The Institute for the Future’s forecast sees no revival of political will to win universal health care for Americans. That notion was smothered with the demise of the Clinton administration’s Health Security Act in August 1994.
“Despite the rhetoric, we haven’t seen any significant innovation in social programs in this country since Medicare in the 1960s,” Everett said. “For all the talk of patient’s rights, I don’t think we’ll see anything significant through 2005.”
What she does see is a health care system whose tenuous grip on runaway costs rests in the hands of HMOs and other managed-care entities. Despite public disdain for the cost-conscious health plans, Everett predicts working people will flock to them. Employers are shifting health care costs to their employees, and employees will react by picking the lowest-cost alternatives.
“There will be 120 million people in HMOs by 2010,” Everett said. That’s about a 70 percent increase from the 70 million enrolled in HMOs today.
Like them or not, Everett credits HMOs with engineering an extraordinary slowdown of soaring health care costs during the the past five years. Since the 1960s, the average annual growth in health care spending was 11 percent.
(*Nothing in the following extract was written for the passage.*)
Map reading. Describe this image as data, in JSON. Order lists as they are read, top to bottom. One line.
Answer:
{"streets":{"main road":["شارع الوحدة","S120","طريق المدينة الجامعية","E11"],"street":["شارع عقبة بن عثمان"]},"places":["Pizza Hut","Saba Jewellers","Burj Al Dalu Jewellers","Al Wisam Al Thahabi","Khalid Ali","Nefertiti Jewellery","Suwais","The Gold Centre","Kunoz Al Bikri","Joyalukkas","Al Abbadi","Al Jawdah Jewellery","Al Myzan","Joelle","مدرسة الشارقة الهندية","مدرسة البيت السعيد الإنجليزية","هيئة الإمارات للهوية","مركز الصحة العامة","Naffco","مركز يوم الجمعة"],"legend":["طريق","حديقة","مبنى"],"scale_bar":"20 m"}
In the past five years, the average growth rate was 6.75 percent.
Accordingly, the institute’s different scenarios for health care inflation and the number of uninsured are tied to the ability of managed care to continue its work.
Even critics of HMOs acknowledge that managed care has played a key role in containing health care costs, but they question the price consumers have had to pay in terms of quality of care.
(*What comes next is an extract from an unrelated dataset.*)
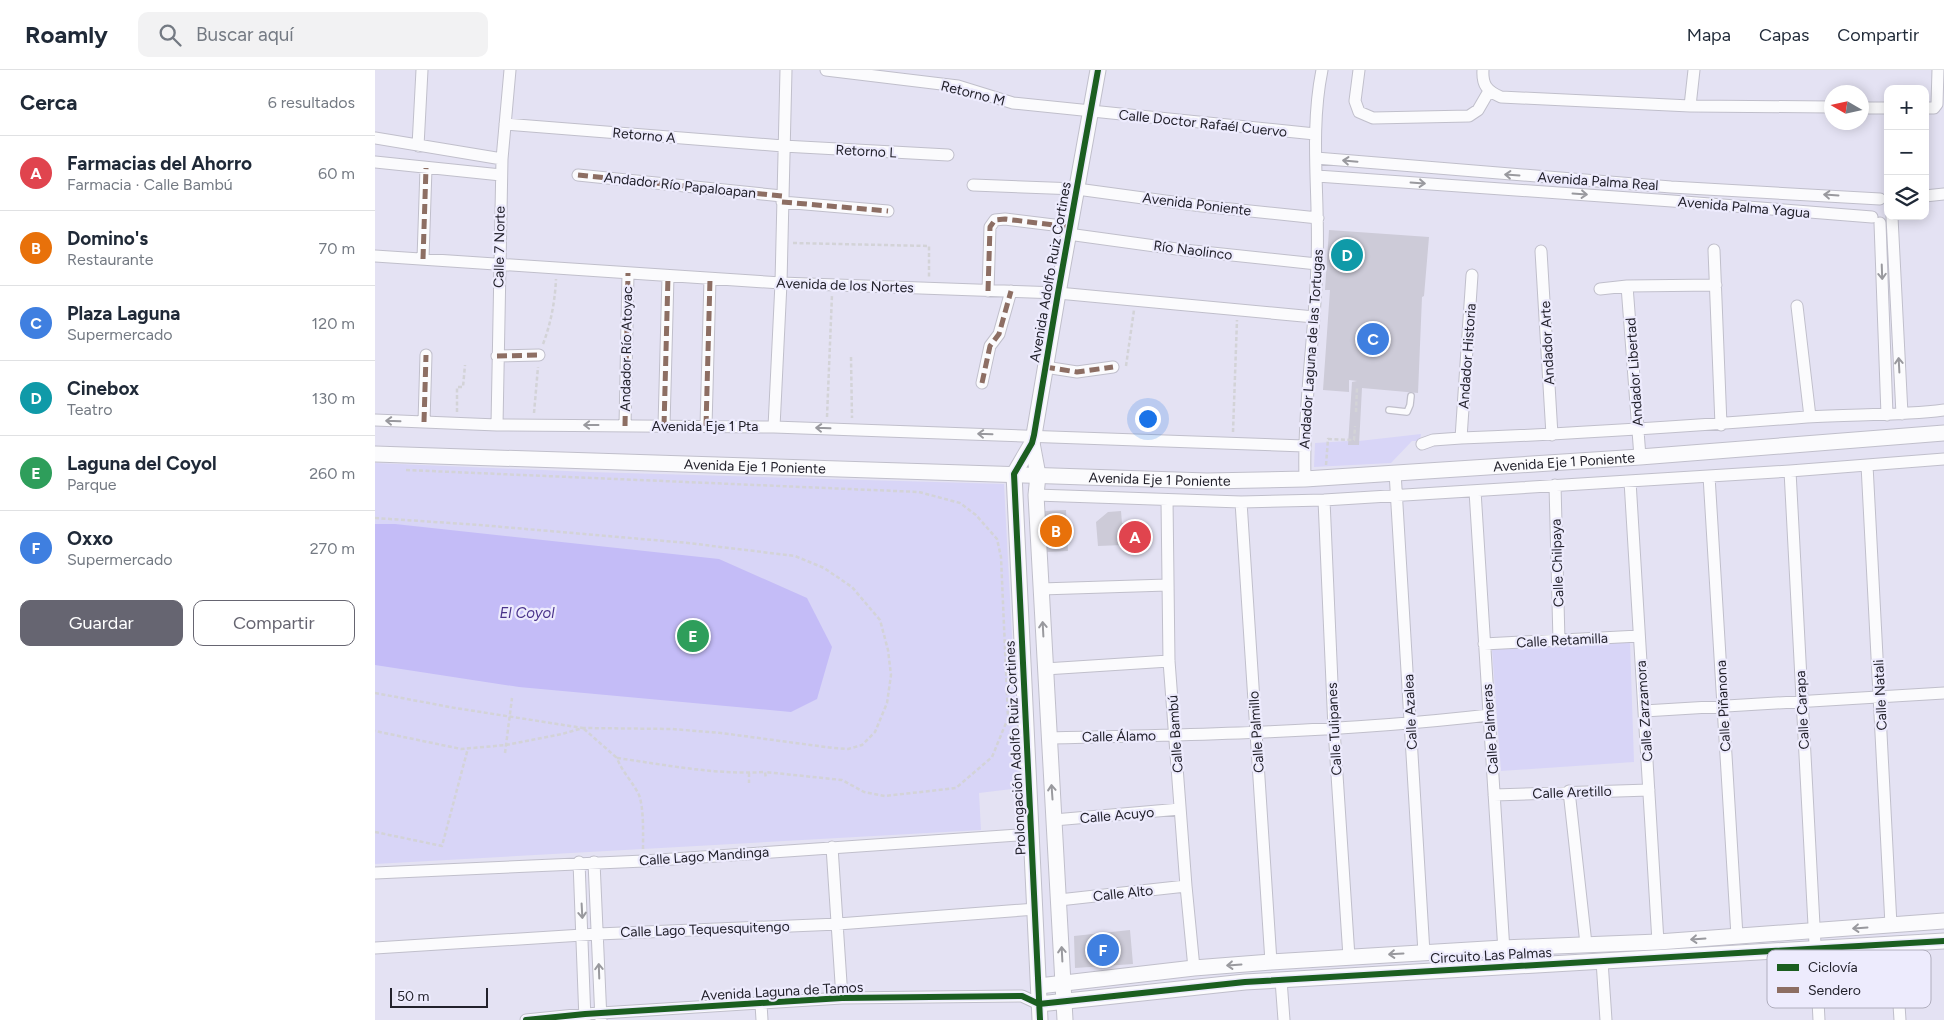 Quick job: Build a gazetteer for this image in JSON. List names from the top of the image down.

“It would be tremendously foolhardy to rely on for-profit managed care to save us,” said Jamie Court, of Consumers for Quality Care.
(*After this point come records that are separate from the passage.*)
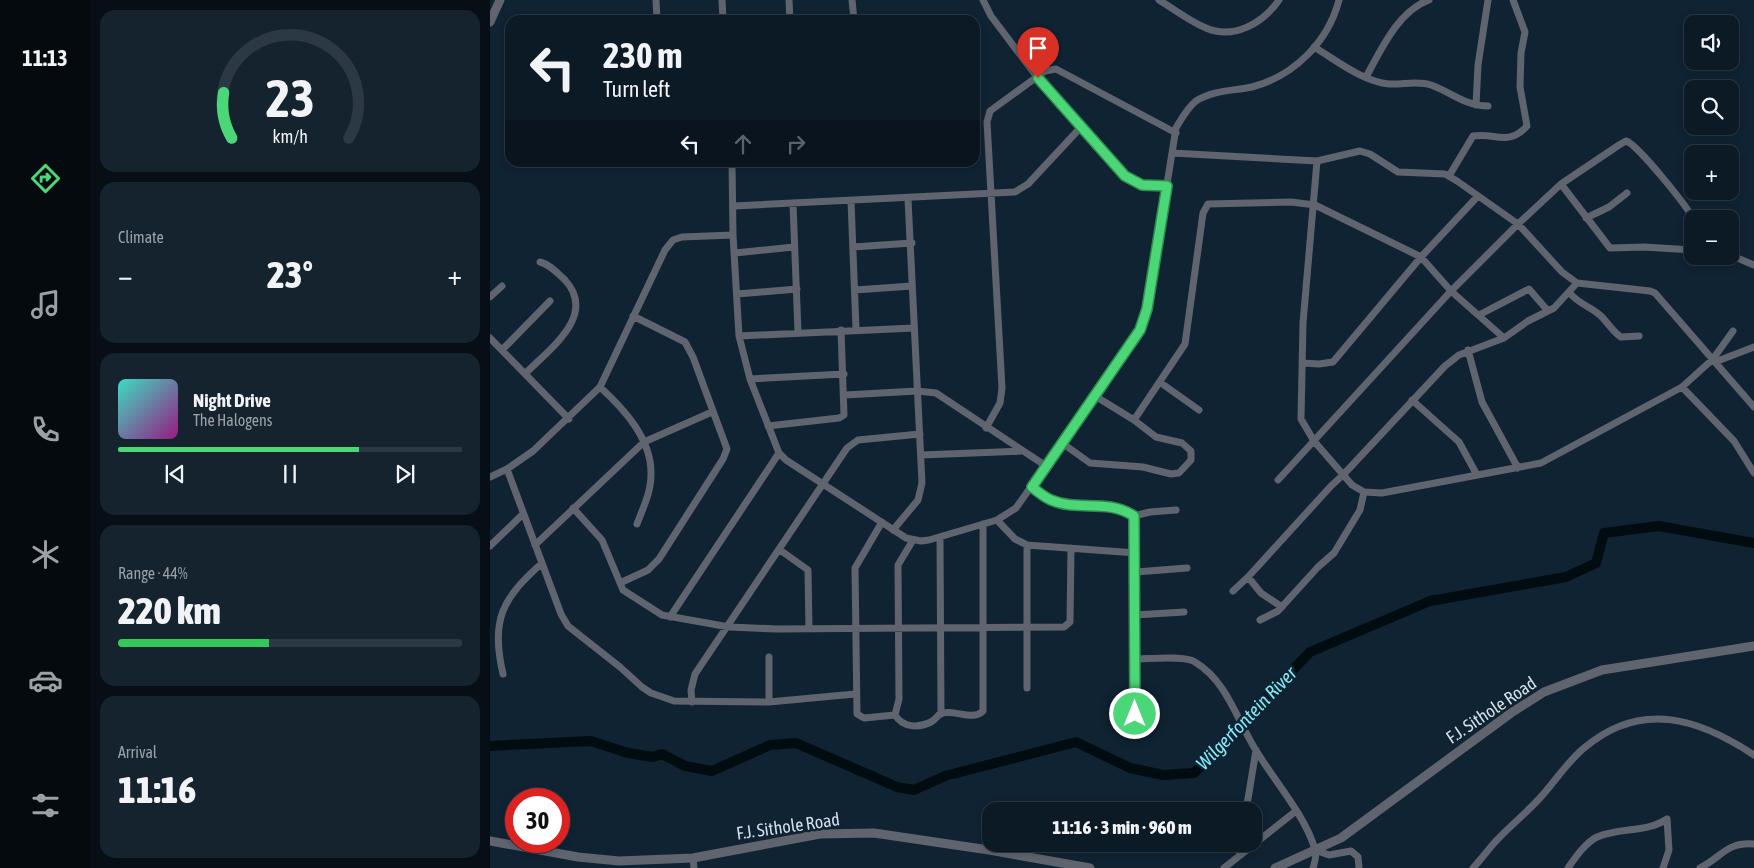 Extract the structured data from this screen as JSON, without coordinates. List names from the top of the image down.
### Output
{
  "streets": {
    "street": ["F.J. Sithole Road"]
  },
  "water": ["Wilgerfontein River"],
  "page": {
    "tabs": "11:13",
    "map_buttons": ["+", "−"],
    "turn": ["230 m", "Turn left"],
    "tile": [
      "Climate",
      ["Range · 44%", "220 km"],
      ["Arrival", "11:16"]
    ],
    "heat": ["−", "23°", "+"],
    "song": ["Night Drive", "The Halogens"],
    "limit": "30",
    "trip": "11:16 · 3 min · 960 m",
    "gauge": ["23", "km/h"]
  }
} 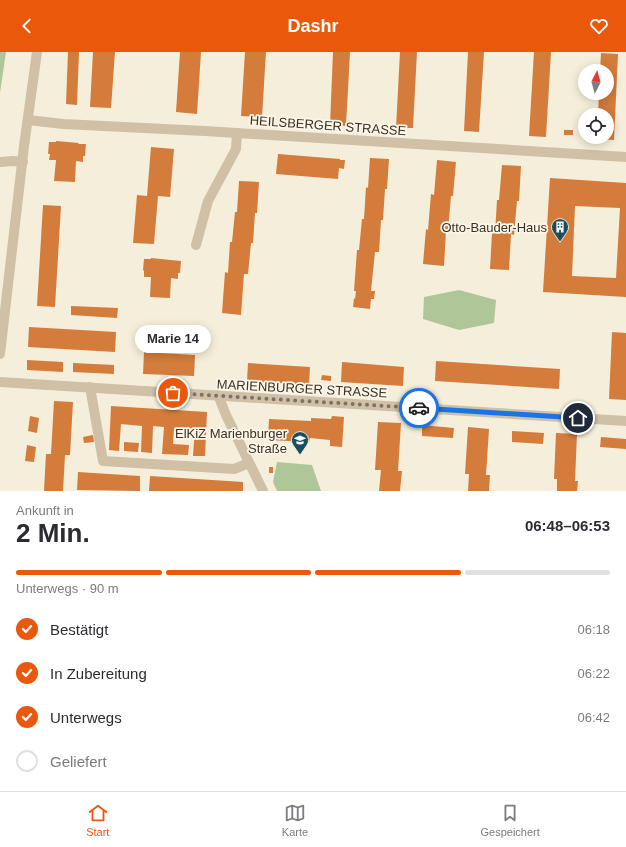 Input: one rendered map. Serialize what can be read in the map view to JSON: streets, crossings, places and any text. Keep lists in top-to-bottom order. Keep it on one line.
{"streets":{"street":["HEILSBERGER STRASSE","MARIENBURGER STRASSE"]},"places":{"building":["Otto-Bauder-Haus"],"other":["Marie 14"],"school or university":["ElKiZ Marienburger Straße"]},"north":"top","page":{"header":"Dashr","bubble":"Marie 14","heading":["2 Min.","Ankunft in","06:48–06:53"],"bar":"Unterwegs · 90 m","list":[["Bestätigt","06:18"],["In Zubereitung","06:22"],["Unterwegs","06:42"],"Geliefert"],"tabs":["Start","Karte","Gespeichert"]}}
“We’re not trying to block management of care,” said Court, whose Santa Monica group has sponsored an array of legislation intended to rein in the power of health plans. “We’re trying to create it. The system today has never managed care. It just manages costs.”
Everett’s worst-case scenario, which forecasts 65 million uninsured Americans by 2010, assumes that managed care buckles under pressure from angry consumers and doctors and from its own internal greed. Instead of effectively maintaining cost and quality, the HMOs resort to hassling doctors and offering coverage only to the healthiest consumers. Backlash prompts restrictions that hamstring cost-control techniques. Employers drop insurance coverage rather than pay higher premiums.
A more optimistic scenario foresees a continuation of consolidation in the health care industry, leading to more efficient hospitals and doctor organizations. Among the premises: Younger physicians enter the market with lower income expectations and more of an employee mentality than their predecessors.
The shift to electronic medical records goes smoothly, and the development of new medical technologies is steered toward those that reduce costs as well as save lives.
Everett is not optimistic that American society can control its craving for costly new medical technologies. But current trends are not sustainable. “We can’t continue to demand more and refuse to pay for it,” she said.
FOLLOW THE MONEY
HMOs will play an increasing role in containing health care costs in the future. Following are some present and future health-care spending trends.
HEALTH CARE TODAY:
— 70 million people are enrolled in HMOs today.
— In the past five years, HMOs have slowed the average annual growth rate in health care costs to 6.75%, down from 11% annually since the 1960s.
— Spending on health care (HMO and non-HMO) consumes 13.5% of the nation’s output.
HEALTH CARE IN THE FUTURE:
— 120 million people will be enrolled in HMOs by 2010, a 71% increase from today.
— From 30 million to 65 million Americans will lack health insurance.
— Spending on health care (HMO and non-HMO) will consume 19% of the nation’s output.